Encontro o senhor Pereira aqui onde todas as coisas deste blog acontecem e ele, evoluindo da mera cortesia para o sincero entusiasmo, vai-me perguntando das novidades. Mas basta o SUV da viúva dobrar a esquina e ele sobressalta-se, perde o foco e diz coisas de que nem tem consciência, porque toda a sua atenção está agora posta na viúva e eu não tenho como competir com ela nem faço questão pois em casos destes há mais ganho em assistir ao espetáculo do que em ser protagonista. Aselha como é hábito, insensível às subtilezas da máquina e às ratoeiras do espaço, ela estaciona a um metro do passeio enquanto vibra nas colunas do SUV aquela magnificência da música popular brasileira dos anos oitenta – eu quero ser sua canção, eu quero ser seu tom, me esfregar na sua boca, ser o seu batom, o sabonete que te alisa em baixo do chuveiro – e, verso a verso, eu comprovo que até na banda sonora o senhor Pereira beneficia das manhas do acaso.

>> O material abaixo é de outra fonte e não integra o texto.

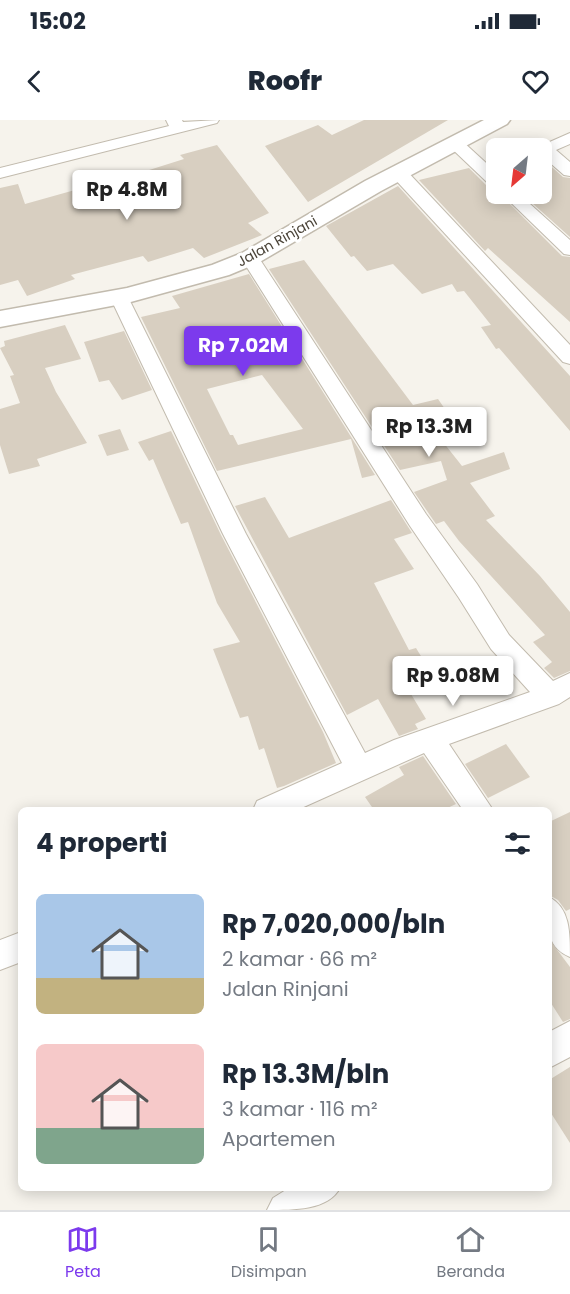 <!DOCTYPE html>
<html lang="id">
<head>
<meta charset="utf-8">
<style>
	:root { --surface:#fff; --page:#f2f2f3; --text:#1f2937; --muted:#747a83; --line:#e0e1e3; --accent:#7c3aed }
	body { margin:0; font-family:Poppins,sans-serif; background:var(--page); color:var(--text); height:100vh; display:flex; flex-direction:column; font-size:22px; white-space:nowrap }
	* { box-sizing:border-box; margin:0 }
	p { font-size:20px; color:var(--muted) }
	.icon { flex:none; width:33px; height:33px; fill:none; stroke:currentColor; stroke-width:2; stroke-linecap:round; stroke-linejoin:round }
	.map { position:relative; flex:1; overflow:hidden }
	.drawer { position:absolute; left:18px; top:687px; width:534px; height:384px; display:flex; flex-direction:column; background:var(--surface); border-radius:9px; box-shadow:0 3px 15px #0003 }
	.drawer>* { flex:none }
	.needle { width:39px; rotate:208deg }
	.fabs { position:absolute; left:486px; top:18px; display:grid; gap:12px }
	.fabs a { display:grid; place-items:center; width:66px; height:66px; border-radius:9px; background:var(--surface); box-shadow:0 3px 15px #0003; font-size:30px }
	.price { position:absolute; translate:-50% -51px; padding:0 14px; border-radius:6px; background:#fff; color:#222; font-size:20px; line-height:39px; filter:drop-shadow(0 2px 3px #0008) }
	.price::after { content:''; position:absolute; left:50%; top:36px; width:18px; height:14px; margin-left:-9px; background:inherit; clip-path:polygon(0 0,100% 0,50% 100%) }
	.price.active { background:var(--accent); color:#fff }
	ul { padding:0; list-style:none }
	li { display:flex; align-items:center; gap:18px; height:150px; padding:0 18px }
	li span { display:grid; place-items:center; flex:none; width:168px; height:120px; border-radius:9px; color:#555 }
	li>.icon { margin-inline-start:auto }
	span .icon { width:72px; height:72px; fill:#fffc; stroke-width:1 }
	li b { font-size:26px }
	h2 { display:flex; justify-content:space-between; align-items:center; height:72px; padding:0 18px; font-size:26px }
	.status { display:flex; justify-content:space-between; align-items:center; height:42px; padding:0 30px; background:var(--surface); direction:ltr }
	.status svg { height:16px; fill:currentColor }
	header { display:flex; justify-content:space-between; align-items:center; height:78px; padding:0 18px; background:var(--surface); font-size:27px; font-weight:800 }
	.dock { display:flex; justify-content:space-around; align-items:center; height:84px; border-top:2px solid var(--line); background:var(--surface); font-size:16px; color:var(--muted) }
	.dock a { display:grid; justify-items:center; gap:3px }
	.dock .active { color:var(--accent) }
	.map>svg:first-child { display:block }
</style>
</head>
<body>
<div class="status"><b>15:02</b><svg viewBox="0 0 49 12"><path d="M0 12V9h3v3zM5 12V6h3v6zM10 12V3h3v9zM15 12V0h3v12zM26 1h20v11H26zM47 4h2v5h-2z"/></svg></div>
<header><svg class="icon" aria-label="back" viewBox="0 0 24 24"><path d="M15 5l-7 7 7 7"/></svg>Roofr<svg class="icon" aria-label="heart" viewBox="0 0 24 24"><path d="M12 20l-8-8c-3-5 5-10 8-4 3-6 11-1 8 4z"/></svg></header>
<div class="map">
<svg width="570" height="1090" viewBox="0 0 570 1090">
	<rect width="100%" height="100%" fill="#f6f3ec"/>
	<g fill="#d8cfc1" fill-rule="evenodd">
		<polygon points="364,0 448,0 308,82 265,26 318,5 332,15"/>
		<polygon points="217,25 269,93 248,103 262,115 204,138 193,128 148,142 143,136 71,155 75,159 27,176 18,160 0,165 0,68 18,64 25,84 107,61 108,63 184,39 180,35"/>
		<polygon points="544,40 563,57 570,58 570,117 522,74 542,74 542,41"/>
		<polygon points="469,48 488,67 496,68 496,74 500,74 562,136 570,137 570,202 488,128 485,131 419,60"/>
		<polygon points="398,66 570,256 570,311 499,228 496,229 481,207 491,205 464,171 457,172 452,164 422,174 393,144 367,151 354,136 351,137 326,106"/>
		<polygon points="304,140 413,285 438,279 454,302 432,308 462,346 504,332 510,349 470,363 495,396 486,400 540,456 570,492 570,551 554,558 544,548 552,542 533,522 545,515 459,421 444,401 436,404 414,372 447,360 441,341 400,350 269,149"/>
		<path d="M249,154L375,355L362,358L351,319L217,351L141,197L180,188L172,176ZM262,255L303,309L238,325L233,315H230L207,269Z"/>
		<polygon points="65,205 81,239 45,248 56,272 87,323 37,339 40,346 9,354 0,325 0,289 20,283 10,256 14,255 0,228 5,226 4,221"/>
		<polygon points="124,211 152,270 122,280 109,260 99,262 84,222"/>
		<polygon points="120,309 129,330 107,336 98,315"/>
		<polygon points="171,311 221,415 323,612 336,643 284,666 277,668 264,628 259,630 248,596 240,598 213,529 240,522 217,483 188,402 181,404 153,339 149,341 138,322"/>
		<polygon points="265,377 289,418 391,380 412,413 394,419 414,449 374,463 409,530 416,528 432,554 405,564 426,599 415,604 418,609 399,616 378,579 347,595 235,386"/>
		<polygon points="506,624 530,657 488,678 465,644"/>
		<polygon points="423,636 456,684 443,690 374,690 365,677 404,655 399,647"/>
		<polygon points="570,692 570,789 566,791 558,780 549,775 549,702"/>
		<polygon points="549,819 570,847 570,899 563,902 549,880"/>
		<polygon points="570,947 570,1023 549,990 549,960"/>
	</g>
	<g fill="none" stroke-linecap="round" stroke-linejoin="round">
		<defs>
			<g id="minor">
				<polygon points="166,0 182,0 183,2 219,0 217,3 0,58 0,48 169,6"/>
				<polygon points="570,13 570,24 556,30 570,42 570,56 564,55 542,36 542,28 536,28"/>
				<polygon points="455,18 461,20 496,52 496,66 490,65 449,26 447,23"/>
				<polygon points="398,47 404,48 570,225 570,244 563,242 392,56 390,52 392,48"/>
				<polygon points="502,74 519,74 570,120 570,135 564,134"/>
				<polygon points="250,133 256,134 259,138 426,394 477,464 509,515 553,561 570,553 570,577 559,584 449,624 493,690 463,690 424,633 297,690 253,690 257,681 342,643 223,414 110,177 112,173 126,173 128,177 246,414 365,633 394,620 530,572 491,529 459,478 410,406 241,138 244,134"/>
				<path d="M549,777C570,788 570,812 570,837C543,826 549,802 549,777Z"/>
				<polygon points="21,812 21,842 0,850 0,820"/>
				<polygon points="570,901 570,937 549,948 549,912"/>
				<path d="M289,1068H340C328,1090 295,1090 267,1090L273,1078Z"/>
			</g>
			<polygon id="tertiary" points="484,0 510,0 507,4 381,71 258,143 229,155 127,183 0,207 0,191 127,168 212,145 242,133 365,61"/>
		</defs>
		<use href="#minor" stroke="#c2bbae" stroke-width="2"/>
		<use href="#tertiary" stroke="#c2bbae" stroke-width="3"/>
		<use href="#minor" fill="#fff" fill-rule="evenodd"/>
		<use href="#tertiary" fill="#fff" fill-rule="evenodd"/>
	</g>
	<g text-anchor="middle" stroke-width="6" stroke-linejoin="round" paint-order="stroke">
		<g font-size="14" fill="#4b4439" stroke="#fff">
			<text transform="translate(277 121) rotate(-29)" y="5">Jalan Rinjani</text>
		</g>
	</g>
</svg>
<div class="fabs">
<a><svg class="needle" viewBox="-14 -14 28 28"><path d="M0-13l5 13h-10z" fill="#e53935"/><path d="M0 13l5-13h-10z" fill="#747a83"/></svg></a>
</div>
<b class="price" style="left:127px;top:101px">Rp 4.8M</b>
<b class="price active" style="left:243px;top:257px">Rp 7.02M</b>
<b class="price" style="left:429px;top:338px">Rp 13.3M</b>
<b class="price" style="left:453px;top:587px">Rp 9.08M</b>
<section class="drawer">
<h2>4 properti<svg class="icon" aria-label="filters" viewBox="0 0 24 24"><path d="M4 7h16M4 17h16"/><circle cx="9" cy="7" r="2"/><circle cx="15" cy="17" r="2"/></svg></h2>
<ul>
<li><span style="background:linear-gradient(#a9c7e8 70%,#c2b280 0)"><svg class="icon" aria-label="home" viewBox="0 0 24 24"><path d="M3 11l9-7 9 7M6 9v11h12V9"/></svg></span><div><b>Rp 7,020,000/bln</b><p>2 kamar · 66 m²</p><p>Jalan Rinjani</p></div></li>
<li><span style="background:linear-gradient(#f6c9c9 70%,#7fa58c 0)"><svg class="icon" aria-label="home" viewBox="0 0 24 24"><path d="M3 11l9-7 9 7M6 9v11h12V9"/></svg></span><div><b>Rp 13.3M/bln</b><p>3 kamar · 116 m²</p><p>Apartemen</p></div></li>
</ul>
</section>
</div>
<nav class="dock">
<a class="active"><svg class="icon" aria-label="map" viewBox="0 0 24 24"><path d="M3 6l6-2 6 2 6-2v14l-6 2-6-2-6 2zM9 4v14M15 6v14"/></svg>Peta</a>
<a><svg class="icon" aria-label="saved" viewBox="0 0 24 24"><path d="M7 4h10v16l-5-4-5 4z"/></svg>Disimpan</a>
<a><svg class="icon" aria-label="home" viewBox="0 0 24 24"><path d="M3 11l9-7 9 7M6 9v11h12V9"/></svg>Beranda</a>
</nav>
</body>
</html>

Já de mãos nos bolsos, crescem-lhe as costas – e sabemos lá o que mais – acima das possibilidades, franze os lábios a conter as ganas de sorrir, prepara-se todo para saudar a viúva, é como um adolescente em estreia, aflito na gestão dos apetites. A viúva sai do carro e vem já a passar perto, com ar de quem aceita e agradece a lista inteira dos adjetivos que lhe atribuem. Mas no instante exato em que vira a cabeça a dizer como está o senhor? e joga todos os seus trunfos num olhar, qualquer coisa súbita e invisível lhe rasteira o passo. A partir daí, tudo em menos de um ai: falha um pé, a seguir o outro, a viúva tomba para o lado, solta um gritinho e o senhor Pereira lança-se com a determinação de um herói para evitar que o esbardalhanço se complete no passeio imundo, onde qualquer um deixa pegadas, cuspidelas, beatas e dejetos. Dada a urgência do momento, as mãos do senhor Pereira acodem ao corpo dela de todas as maneiras e ângulos possíveis, não há tempo para escolher por onde o amparam e eu garanto, por ter visto, que estiveram em todas as partes onde a sua imaginação já derivou. Como condenar? O pudor até pode ser aliado da civilização mas é empecilho à sobrevivência. E, de resto, o saldo positivo atesta a eficiência do método: certamente o senhor Pereira tocou onde não devia mas a verdade é que os joelhos da viúva não tocaram no chão. 
Quando recupera a pose, ela ajeita os cabelos e desvaloriza a inconveniência: ora essa, muito obrigada, senhor Pereira, mas não foi nada, não era preciso. Já sabemos que não se atrapalha com pouco e, no que às coisas do corpo diz respeito, pende mais para o orgulho do que para a vergonha. Quem se lembra de quando a borda da minissaia ficou presa no cós e ela desceu a rua toda com o vento a possuí-la por trás, um fio de renda na cava das nádegas, a atitude superior de uma rainha? 
O senhor Pereira tem o sorriso todo escancarado. Caiu-lhe a viúva nas mãos – literalmente – sem que o possam culpar e não a quer deixar fugir tão cedo, então segura-a pelos braços e insiste em saber se está bem, se não se magoou, se tem já os pés bem assentes em terra. Quer que a leve a casa, minha senhora? Tomara ele! E muito estranho andaria o mundo se, entre todos os homens que da praceta à rotunda a desejam, a viúva favorecesse justamente o senhor Pereira. Apesar de tudo, a sorte é um bem racionado em conta-gotas e por isso é dito que não se pode abusar dela. Do que por acidente ele provou hoje, o mais certo é não voltar a provar.